Reasons not to buy Apple's new iPhone 4G - bensummers
http://www.telegraph.co.uk/technology/apple/7800676/10-reasons-not-to-buy-Apples-new-iPhone-4G.html

======
soyelmango
I have a Windows Mobile phone, and after that painful experience, I'll most
likely get an iPhone 4g, though I'd consider an Android too...

1) It’s expensive: Agree

2) It’s anti-technology: no surprise there from Apple.

3) No Flash: Putting a proprietary feature onto a proprietary platform - two
wrongs don't make a right. Elsewhere, I read that Flash on Android is slow and
a battery hog. It feels that this is less about wanting Flash on the iPhone,
and more about a backlash against the iPhone's closed platform per se.
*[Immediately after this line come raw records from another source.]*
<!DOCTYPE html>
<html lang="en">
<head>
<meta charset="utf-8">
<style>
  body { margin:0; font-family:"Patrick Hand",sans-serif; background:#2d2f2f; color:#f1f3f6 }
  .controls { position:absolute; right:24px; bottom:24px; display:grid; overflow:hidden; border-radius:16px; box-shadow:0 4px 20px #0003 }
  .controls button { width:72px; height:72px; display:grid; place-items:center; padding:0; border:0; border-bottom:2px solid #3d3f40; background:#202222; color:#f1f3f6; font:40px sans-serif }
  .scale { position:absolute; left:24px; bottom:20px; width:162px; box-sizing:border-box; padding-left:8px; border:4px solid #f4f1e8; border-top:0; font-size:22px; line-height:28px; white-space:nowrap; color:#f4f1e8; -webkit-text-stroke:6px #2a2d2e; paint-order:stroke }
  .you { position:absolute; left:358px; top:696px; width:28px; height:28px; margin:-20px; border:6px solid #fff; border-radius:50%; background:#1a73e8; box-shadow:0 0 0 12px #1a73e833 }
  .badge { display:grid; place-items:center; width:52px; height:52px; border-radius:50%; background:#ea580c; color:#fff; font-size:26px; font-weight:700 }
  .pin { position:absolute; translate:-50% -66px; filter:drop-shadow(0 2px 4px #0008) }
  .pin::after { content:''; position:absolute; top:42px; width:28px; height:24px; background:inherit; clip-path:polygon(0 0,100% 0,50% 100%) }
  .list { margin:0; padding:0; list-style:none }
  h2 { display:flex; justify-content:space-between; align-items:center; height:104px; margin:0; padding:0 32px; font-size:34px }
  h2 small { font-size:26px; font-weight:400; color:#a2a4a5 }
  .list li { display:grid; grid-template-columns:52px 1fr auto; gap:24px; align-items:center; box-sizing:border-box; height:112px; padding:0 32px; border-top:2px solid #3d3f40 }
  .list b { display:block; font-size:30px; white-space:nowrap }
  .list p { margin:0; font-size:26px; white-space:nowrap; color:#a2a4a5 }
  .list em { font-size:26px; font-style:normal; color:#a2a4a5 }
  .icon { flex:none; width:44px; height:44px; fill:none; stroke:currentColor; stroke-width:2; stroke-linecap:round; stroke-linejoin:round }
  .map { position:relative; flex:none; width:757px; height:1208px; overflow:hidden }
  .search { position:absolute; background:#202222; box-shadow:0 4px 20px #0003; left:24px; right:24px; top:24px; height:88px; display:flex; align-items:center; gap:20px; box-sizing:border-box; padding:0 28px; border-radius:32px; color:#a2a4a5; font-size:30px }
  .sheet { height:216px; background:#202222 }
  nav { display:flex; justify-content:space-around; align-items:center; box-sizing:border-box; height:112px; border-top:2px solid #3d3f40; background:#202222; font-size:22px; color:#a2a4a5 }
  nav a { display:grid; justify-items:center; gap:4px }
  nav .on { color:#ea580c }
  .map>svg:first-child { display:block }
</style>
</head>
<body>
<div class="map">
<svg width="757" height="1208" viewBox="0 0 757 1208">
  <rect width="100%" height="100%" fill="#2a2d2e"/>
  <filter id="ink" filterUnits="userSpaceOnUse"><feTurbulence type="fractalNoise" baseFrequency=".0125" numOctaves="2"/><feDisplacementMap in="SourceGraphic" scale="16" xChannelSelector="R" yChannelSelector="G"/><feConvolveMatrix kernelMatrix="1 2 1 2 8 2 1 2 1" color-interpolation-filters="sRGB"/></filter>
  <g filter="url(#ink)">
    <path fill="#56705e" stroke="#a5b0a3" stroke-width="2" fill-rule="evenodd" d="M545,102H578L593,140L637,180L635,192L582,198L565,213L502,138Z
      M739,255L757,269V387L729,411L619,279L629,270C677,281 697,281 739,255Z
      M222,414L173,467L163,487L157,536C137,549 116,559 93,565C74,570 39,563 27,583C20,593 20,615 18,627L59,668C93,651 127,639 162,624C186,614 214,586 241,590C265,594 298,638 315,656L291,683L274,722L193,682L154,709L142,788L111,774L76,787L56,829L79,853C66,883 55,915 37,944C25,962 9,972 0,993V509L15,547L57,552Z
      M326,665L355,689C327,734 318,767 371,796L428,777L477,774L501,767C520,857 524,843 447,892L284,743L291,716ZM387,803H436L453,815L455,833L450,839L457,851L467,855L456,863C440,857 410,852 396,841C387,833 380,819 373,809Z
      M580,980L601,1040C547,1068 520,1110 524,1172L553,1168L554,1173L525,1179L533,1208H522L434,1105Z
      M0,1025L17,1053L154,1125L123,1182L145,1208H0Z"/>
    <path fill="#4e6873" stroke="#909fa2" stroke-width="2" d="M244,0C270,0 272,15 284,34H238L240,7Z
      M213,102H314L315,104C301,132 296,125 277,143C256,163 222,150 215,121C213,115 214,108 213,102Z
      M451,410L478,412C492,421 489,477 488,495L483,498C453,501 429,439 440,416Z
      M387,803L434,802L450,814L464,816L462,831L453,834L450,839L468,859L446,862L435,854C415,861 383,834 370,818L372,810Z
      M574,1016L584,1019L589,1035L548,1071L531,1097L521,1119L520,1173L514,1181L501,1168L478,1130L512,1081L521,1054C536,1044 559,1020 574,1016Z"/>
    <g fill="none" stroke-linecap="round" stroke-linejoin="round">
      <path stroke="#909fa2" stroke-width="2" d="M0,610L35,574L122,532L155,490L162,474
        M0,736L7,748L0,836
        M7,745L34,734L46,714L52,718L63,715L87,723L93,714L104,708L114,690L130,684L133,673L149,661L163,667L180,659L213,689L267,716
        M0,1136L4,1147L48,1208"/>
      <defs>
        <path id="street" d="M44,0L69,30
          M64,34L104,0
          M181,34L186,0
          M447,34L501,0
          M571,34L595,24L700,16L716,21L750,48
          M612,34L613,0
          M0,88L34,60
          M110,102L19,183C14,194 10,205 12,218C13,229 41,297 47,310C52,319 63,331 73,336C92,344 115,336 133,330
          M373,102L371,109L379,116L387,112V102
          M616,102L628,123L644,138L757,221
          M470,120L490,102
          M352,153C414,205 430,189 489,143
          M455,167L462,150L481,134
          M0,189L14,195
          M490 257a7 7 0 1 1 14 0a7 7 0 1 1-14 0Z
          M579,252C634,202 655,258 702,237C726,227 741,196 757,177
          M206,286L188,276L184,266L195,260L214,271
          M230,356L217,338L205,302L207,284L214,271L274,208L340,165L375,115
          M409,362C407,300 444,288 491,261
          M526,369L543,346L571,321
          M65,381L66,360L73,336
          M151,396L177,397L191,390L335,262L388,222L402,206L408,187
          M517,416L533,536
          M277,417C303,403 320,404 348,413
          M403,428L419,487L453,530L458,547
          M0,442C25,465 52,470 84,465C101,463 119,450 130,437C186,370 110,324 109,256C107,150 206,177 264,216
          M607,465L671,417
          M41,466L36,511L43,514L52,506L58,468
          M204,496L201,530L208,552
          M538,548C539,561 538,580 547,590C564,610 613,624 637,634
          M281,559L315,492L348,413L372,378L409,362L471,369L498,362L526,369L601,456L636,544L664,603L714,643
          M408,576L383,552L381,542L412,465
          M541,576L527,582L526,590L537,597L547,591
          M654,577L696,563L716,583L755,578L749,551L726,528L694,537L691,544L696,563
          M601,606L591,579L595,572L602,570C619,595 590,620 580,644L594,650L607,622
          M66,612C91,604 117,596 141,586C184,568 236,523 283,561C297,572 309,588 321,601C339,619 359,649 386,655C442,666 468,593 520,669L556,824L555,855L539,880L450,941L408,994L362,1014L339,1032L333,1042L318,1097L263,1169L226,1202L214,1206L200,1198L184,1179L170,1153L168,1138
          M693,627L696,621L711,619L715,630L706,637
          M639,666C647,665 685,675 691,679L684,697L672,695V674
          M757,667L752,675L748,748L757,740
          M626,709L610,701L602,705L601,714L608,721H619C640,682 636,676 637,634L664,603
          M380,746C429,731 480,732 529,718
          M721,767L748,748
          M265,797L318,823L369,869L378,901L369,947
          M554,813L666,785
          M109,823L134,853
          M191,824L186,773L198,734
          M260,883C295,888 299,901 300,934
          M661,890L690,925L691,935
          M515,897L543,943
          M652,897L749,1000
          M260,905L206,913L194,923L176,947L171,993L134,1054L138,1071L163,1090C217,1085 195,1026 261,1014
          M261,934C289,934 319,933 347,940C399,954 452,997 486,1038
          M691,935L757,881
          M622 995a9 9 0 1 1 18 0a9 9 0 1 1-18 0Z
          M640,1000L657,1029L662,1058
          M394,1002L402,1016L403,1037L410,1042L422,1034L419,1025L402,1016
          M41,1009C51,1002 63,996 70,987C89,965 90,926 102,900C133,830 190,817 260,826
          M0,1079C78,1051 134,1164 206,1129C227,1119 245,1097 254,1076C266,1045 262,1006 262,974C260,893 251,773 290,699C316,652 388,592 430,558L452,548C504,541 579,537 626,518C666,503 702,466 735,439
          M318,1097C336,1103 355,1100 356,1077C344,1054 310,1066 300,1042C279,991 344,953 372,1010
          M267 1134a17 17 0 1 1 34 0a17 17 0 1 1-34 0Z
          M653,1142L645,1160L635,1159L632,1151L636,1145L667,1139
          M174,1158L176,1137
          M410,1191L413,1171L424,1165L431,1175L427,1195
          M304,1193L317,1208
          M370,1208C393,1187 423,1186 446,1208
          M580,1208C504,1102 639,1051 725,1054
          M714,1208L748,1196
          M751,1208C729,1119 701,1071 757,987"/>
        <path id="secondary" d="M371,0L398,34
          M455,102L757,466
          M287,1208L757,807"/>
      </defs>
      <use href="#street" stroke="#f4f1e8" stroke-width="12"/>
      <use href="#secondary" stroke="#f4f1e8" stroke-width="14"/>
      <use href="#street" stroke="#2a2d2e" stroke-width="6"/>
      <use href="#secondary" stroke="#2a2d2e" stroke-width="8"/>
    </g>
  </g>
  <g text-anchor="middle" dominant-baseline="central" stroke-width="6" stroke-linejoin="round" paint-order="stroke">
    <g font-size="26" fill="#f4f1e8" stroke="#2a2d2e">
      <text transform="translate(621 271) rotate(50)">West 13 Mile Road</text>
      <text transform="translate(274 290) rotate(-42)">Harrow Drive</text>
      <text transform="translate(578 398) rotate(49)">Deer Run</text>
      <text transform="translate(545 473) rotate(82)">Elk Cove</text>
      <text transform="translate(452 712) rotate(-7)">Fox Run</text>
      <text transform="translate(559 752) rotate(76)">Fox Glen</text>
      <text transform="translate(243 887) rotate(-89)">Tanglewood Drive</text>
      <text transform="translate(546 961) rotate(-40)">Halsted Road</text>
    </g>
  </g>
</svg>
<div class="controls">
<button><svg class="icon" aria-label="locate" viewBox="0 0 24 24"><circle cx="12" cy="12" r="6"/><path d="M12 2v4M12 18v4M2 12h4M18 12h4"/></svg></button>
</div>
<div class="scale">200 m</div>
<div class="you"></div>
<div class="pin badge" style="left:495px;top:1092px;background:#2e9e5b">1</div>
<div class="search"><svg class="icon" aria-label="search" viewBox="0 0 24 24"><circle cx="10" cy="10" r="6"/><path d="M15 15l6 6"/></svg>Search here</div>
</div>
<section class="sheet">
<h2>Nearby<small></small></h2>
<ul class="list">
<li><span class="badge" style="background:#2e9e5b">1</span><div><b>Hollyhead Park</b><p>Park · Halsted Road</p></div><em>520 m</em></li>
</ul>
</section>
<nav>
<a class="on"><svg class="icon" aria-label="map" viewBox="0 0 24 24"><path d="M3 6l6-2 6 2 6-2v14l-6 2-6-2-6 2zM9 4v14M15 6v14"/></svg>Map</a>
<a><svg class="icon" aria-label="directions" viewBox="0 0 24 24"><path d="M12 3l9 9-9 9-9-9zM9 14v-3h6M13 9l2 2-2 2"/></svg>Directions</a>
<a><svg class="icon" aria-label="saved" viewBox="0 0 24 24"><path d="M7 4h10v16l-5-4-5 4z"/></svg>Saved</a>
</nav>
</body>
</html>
4) No multitasking: Tried multitasking on a Windows Mobile? The phone reduces
to a crawl. I looked around Android Apps and noticed quite a few memory and
task management utilities - I want to use my phone, and not think about
killing apps hogging CPU/RAM in the background.
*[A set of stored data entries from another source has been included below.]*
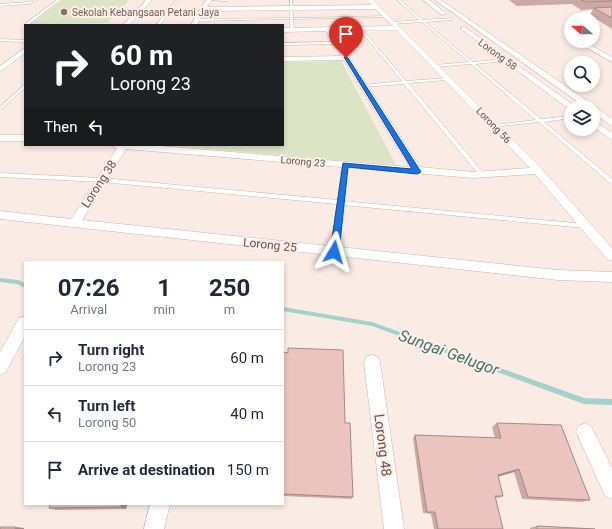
<!DOCTYPE html>
<html lang="en">
<head>
<meta charset="utf-8">
<style>
	body { margin:0; font-family:Roboto,sans-serif; background:#f2f2f3; color:#1f2937; height:100vh; display:flex; flex-direction:column; font-size:15px; white-space:nowrap }
	* { box-sizing:border-box; margin:0 }
	p { font-size:13px; color:#747a83 }
	.icon { flex:none; width:22px; height:22px; fill:none; stroke:currentColor; stroke-width:2; stroke-linecap:round; stroke-linejoin:round }
	.map { position:relative; flex:1; overflow:hidden }
	.drawer { position:absolute; left:24px; top:261px; width:260px; height:244px; display:flex; flex-direction:column; background:#fff; border-radius:0px; box-shadow:0 2px 6px #0003 }
	.drawer>* { flex:none }
	.top-card { position:absolute; left:24px; top:24px; width:260px; height:122px; border-radius:0px; box-shadow:0 2px 6px #0003; background:#202124; color:#fff; overflow:hidden }
	.needle { width:26px; rotate:290deg }
	.fabs { position:absolute; left:564px; top:12px; display:grid; gap:8px }
	.fabs a { display:grid; place-items:center; width:36px; height:36px; border-radius:50%; background:#fff; box-shadow:0 2px 6px #0003; font-size:20px }
	.pin { position:absolute; display:grid; place-items:center; width:34px; height:34px; color:#fff; margin:-41px -17px; border-radius:50% 50% 50% 0; rotate:-45deg; box-shadow:0 0 4px #0007 }
	.pin .icon { rotate:45deg }
	.me { position:absolute; width:44px; margin:-22px; rotate:7deg; stroke-linejoin:round; filter:drop-shadow(0 0 3px #0008) }
	.turn { display:flex; align-items:center; gap:14px; height:84px; padding:0 20px; font-size:18px }
	.turn .icon { width:52px; height:52px; stroke-width:2.5 }
	.turn b { display:block; font-size:28px; line-height:34px }
	.then { display:flex; align-items:center; height:38px; padding:0 20px; background:#0003; gap:8px; font-size:15px }
	.eta { display:flex; justify-content:space-evenly; align-items:center; height:68px; text-align:center }
	.eta b { font-size:24px; font-weight:700; line-height:28px }
	ul { padding:0; list-style:none }
	li { display:flex; align-items:center; gap:12px; height:56px; padding:0 20px; border-top:1px solid #e0e1e3 }
	li div { flex:1 }
	li b { display:block; font-size:15px }
	li em { font-style:normal }
	.map>svg:first-child { display:block }
	.green { fill:#dbe5c5 }
	.lines { fill:none; stroke-linecap:round; stroke-linejoin:round }
	.stream { fill:#a3d1cb; fill-rule:evenodd }
	.lane-casing { stroke:#ccb3af; stroke-width:1 }
	.street-casing { stroke:#ccb3af; stroke-width:1 }
	.lane { fill:#fff; fill-rule:evenodd }
	.street { fill:#fff; fill-rule:evenodd }
	.wall { fill:#cba9a4 }
	.shaded-wall { fill:#a58986 }
	.building { fill:#ecc4bf; stroke:#a58986 }
	.route { fill:#1a73e8; stroke:#114b97 }
	.education-dot { fill:#8d6e63; stroke:#fdf0ea; stroke-width:1.5 }
	.labels { text-anchor:middle; stroke-width:4; stroke-linejoin:round; paint-order:stroke }
	.far-education-label { font-size:10px; fill:#785e54; stroke:#fdf0ea; text-anchor:start }
	.far-street-label { font-size:10px; fill:#6f4f4d; stroke:#fdf0ea }
	.street-label { font-size:12px; fill:#6f4f4d; stroke:#fdf0ea }
	.near-street-label { font-size:14px; fill:#6f4f4d; stroke:#fdf0ea }
	.near-water-label { font-size:16px; font-style:italic; fill:#42736d; stroke:#fdf0ea }
</style>
</head>
<body>
<div class="map">
<svg width="612" height="529" viewBox="0 0 612 529">
	<rect width="100%" height="100%" fill="#faebe4"/>
	<g class="green">
		<path d="M62,0H130L107,23L29,24Z"/>
		<path d="M341,61L396,165L165,145H283V62Z"/>
	</g>
	<g class="lines">
		<g class="stream">
			<path d="M0,278L18,280L25,283V288L17,284L0,282Z"/>
			<path d="M283,307L372,322L584,398L612,399V405L584,404L372,326L283,311Z"/>
		</g>
		<g class="lane-casing">
			<g id="lane">
				<path d="M34,0H38L29,4L0,6V4L29,2Z"/>
				<path d="M57,0H60L28,25H26V23Z"/>
				<path d="M176,0H178L160,25H156Z"/>
				<path d="M207,0H228L227,1Z"/>
				<path d="M290,0H292L293,18L387,16L389,17L293,19L294,30L292,31L290,30V19L197,21L195,20L197,19L290,18Z"/>
				<path d="M397,0H400L423,20L453,18L452,20L425,22L473,62L507,59V61H506L475,64L541,119L571,116V118L544,122L612,179V184L610,183L539,122L492,127V125H494L536,120L471,64L434,67L433,66L435,65L469,62L422,22L391,24L392,22L420,20Z"/>
				<path d="M361,28L406,81L448,78L449,79L447,80L408,83L484,174V176H480L404,84L362,87L361,86L363,85L402,81L360,30Z"/>
				<path d="M0,39L25,40V42L0,41Z"/>
				<path d="M337,42L336,44L283,45V43Z"/>
				<path d="M24,85H25V88L0,110V107Z"/>
				<path d="M345,163L348,165L343,201L585,224L588,226L585,228L343,205L337,252L334,255L331,252L337,204L102,182L0,177V173L102,178L338,200L342,165Z"/>
			</g>
		</g>
		<g class="street-casing">
			<g id="street">
				<path d="M146,0H152L129,25H123Z"/>
				<path d="M206,0H212L207,7L372,5L367,0H373L542,169L612,248V261L607,259L535,174L473,178L126,149L82,220L558,270L612,272V282L558,280L0,219V211L71,219L117,148L110,145H149L409,167L344,60L283,61V57L342,56L326,31L283,32V28L393,26L375,9L205,11L197,25H191ZM396,30L530,168L473,172L420,167L332,31Z"/>
				<path d="M423,0H429L447,14L442,15Z"/>
				<path d="M435,0H441L596,107L612,119V126L593,113V107H585Z"/>
				<path d="M612,9V13L589,14L571,19V39L565,34C564,7 592,10 612,9Z"/>
				<path d="M461,27H465L576,107L569,109L461,29Z"/>
				<path d="M575,41H583L612,57V62Z"/>
				<path d="M25,48V53L0,72V66Z"/>
				<path d="M593,120L612,133V140L593,127Z"/>
				<rect x="0" y="135" width="25" height="6"/>
				<path d="M24,317L25,336L6,372L0,375V352L19,318Z"/>
				<path d="M372,355L378,357L380,362L404,529H384L364,362L366,357Z"/>
				<path d="M585,423L591,426L612,468V499L605,496L576,432L579,426Z"/>
				<path d="M150,504H170L164,529H144Z"/>
			</g>
		</g>
		<use href="#lane" class="lane"/>
		<use href="#street" class="street"/>
	</g>
	<g class="wall">
		<path d="M509,0H612V29L590,15L593,9L581,10L572,4L517,6Z"/>
		<path d="M283,352L345,423L353,497L351,499L283,496Z"/>
		<path d="M497,423L590,500L582,502L522,499L514,472L498,476L503,496L498,498H495L503,529H434L431,514L423,513L413,438L415,435L495,438L492,427Z"/>
		<path d="M50,504H127L126,509L56,510L49,508Z"/>
		<path d="M537,526L595,529H530V528Z"/>
	</g>
	<g class="shaded-wall">
		<path d="M519,469L514,472L493,478L498,475Z"/>
		<path d="M122,504H127L126,509L121,507Z"/>
		<path d="M16,527L24,528V529H15Z"/>
	</g>
	<g class="building">
		<path d="M581,0H612V1L585,2Z"/>
		<path d="M612,7V18L594,8Z"/>
		<path d="M288,348L343,350L345,423H350L353,497L283,494V352L288,353Z"/>
		<path d="M497,423L561,425L590,500L528,497L519,469L498,475L503,496H495L503,529H438L435,512H427L415,435L501,438Z"/>
		<path d="M50,504H122L121,507L49,508Z"/>
		<path d="M537,526L595,529H537Z"/>
		<path d="M0,527H16L15,529H0Z"/>
	</g>
	<path class="route" d="M344,57L348,58L421,172L417,174L348,167L339,252L334,255L330,252L343,163L412,169Z"/>
	<circle class="education-dot" cx="64" cy="12" r="4"/>
	<g class="labels">
		<g class="far-education-label">
			<text x="72" y="16">Sekolah Kebangsaan Petani Jaya</text>
		</g>
		<g class="far-street-label">
			<text transform="translate(498 54) rotate(36)" y="4">Lorong 58</text>
			<text transform="translate(494 125) rotate(46)" y="4">Lorong 56</text>
			<text transform="translate(303 161) rotate(5)" y="4">Lorong 23</text>
		</g>
		<g class="street-label">
			<text transform="translate(99 184) rotate(-57)" y="4">Lorong 38</text>
			<text transform="translate(270 245) rotate(6)" y="4">Lorong 25</text>
		</g>
		<g class="near-street-label">
			<text transform="translate(383 445) rotate(83)" y="5">Lorong 48</text>
		</g>
		<g class="near-water-label">
			<text transform="translate(449 352) rotate(20)" y="6">Sungai Gelugor</text>
		</g>
	</g>
</svg>
<div class="fabs">
<a><svg class="needle" viewBox="-14 -14 28 28"><path d="M0-13l5 13h-10z" fill="#e53935"/><path d="M0 13l5-13h-10z" fill="#747a83"/></svg></a>
<a><svg class="icon" aria-label="search" viewBox="0 0 24 24"><circle cx="10" cy="10" r="6"/><path d="M15 15l6 6"/></svg></a>
<a><svg class="icon" aria-label="layers" viewBox="0 0 24 24"><path d="M12 4l9 5-9 5-9-5zM3 14l9 5 9-5"/></svg></a>
</div>
<div class="pin" style="left:346px;top:58px;background:#d93025"><svg class="icon" aria-label="arrive" viewBox="0 0 24 24"><path d="M6 21V4h12l-3 4 3 4H6"/></svg></div>
<svg class="me" style="left:334px;top:252px" viewBox="-20 -20 40 40"><path d="M0-17L14 15 0 8-14 15z" fill="#1a73e8" stroke="#fff" stroke-width="4"/></svg>
<div class="top-card">
<div class="turn"><svg class="icon" aria-label="right" viewBox="0 0 24 24"><path d="M7 20v-9h11M14 6l5 5-5 5"/></svg><div><b>60 m</b>Lorong 23</div></div>
<div class="then">Then<svg class="icon" aria-label="left" viewBox="0 0 24 24"><path d="M17 20v-9H6M10 6l-5 5 5 5"/></svg></div>
</div>
<section class="drawer">
<div class="eta">
<div><b>07:26</b><p>Arrival</p></div>
<div><b>1</b><p>min</p></div>
<div><b>250</b><p>m</p></div>
</div>
<ul>
<li><svg class="icon" aria-label="right" viewBox="0 0 24 24"><path d="M7 20v-9h11M14 6l5 5-5 5"/></svg><div><b>Turn right</b><p>Lorong 23</p></div><em>60 m</em></li>
<li><svg class="icon" aria-label="left" viewBox="0 0 24 24"><path d="M17 20v-9H6M10 6l-5 5 5 5"/></svg><div><b>Turn left</b><p>Lorong 50</p></div><em>40 m</em></li>
<li><svg class="icon" aria-label="arrive" viewBox="0 0 24 24"><path d="M6 21V4h12l-3 4 3 4H6"/></svg><div><b>Arrive at destination</b></div><em>150 m</em></li>
</ul>
</section>
</div>
</body>
</html>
5) Its battery life is terrible: Possibly because people play with their
iPhones throughout the day. Possibly because power consumption is tweaked for
performance rather than economy. Possibly because users are accustomed eye-
candy interfaces that impose much overhead.

6) Developing apps for it is costing you money: At least when I use that app,
it has a high probability of working. My WinMob has these browsers: Opera,
Opera 10, Skyfire, IE, Opera Mini, Opera Mini 10, Bolt. Why do I have so many?
Because none of them are much good at rendering reliably. I'm by no means a
fanboy - much the opposite, I'm quite an Apple Disliker - but I want Things
That Work!

7) It comes with offensively bad headphones: Most likely true

8) It’s not very well designed: "It’s a computer that happens to have a phone
bolted on" - as are most smartphones now.

9) It charges for satnav: I didn't know this. But I thought Google Maps had
turn by turn satnav?

10) Those iPod docks are holding back better technologies: Completely agree.
Get rid of that silly connector and use the micro USB connector!

------
soyelmango
I should also ask... Ben, did you post this link because you agree or disagree
with the article?

What phone do you have and what will you get next?

------
tomwans
This article is nothing short of hilarious.

Bad headphones? Dealbreaker.